# Box Split Bomber



## ebnash (Mar 5, 2017)

@ivandrocco and I did a box split on some Caldwell Marblehouse from SBC and not only did he do all the leg work of ordering, splitting, and reboxing but of course he tossed in a grenade of three extra sticks along with my 18 Marbles. Have not tried any of these yet so I'm certainly looking forward giving em all a burn.

Great BOTL here and the transaction was silky smooth. Good man, Tyler!


----------



## WABOOM (Oct 15, 2015)

Looking good.


----------



## ivandrocco (Feb 17, 2017)

WABOOM said:


> Looking good.


Thank @WABOOM for that doble Maduro, he told me to buy them

Sent from my iPhone using Tapatalk


----------



## Humphrey's Ghost (Dec 27, 2016)

Awesome. Great job Drocco.


Sent from my iPhone using Tapatalk


----------



## Kidvegas (Oct 17, 2016)

Looking good Fellas


Sent from my iPhone using Tapatalk


----------



## pwaggs (Jan 10, 2017)

Very nice. Love splitting boxes.


----------



## WNYTony (Feb 12, 2014)

Very sneaky Ivan oke:


----------



## poppajon75 (Apr 10, 2016)

It's a perfect opportunity to sneak one in. Well played and, very nice.


----------



## UBC03 (Nov 18, 2015)

Did you guys give each other good feedback?

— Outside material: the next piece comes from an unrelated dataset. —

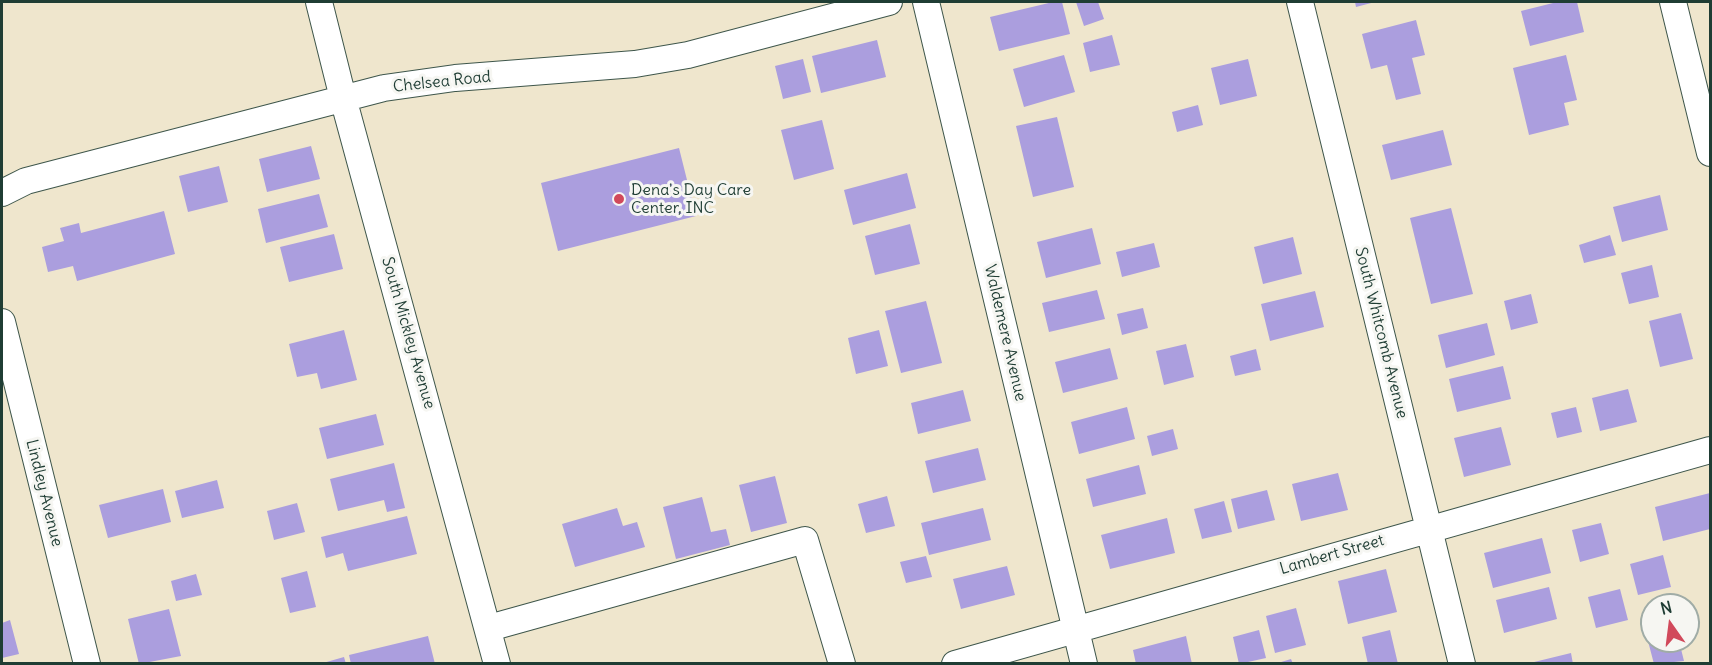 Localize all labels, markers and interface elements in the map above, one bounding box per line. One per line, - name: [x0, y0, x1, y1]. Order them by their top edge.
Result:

Sent from my SM-G925V using Tapatalk


----------



## bobbya08 (Apr 10, 2017)

Very nice gesture. 


Sent from my iPhone using Tapatalk


----------



## ebnash (Mar 5, 2017)

UBC03 said:


> Did you guys give each other good feedback?
> 
> Sent from my SM-G925V using Tapatalk


Yes sir


----------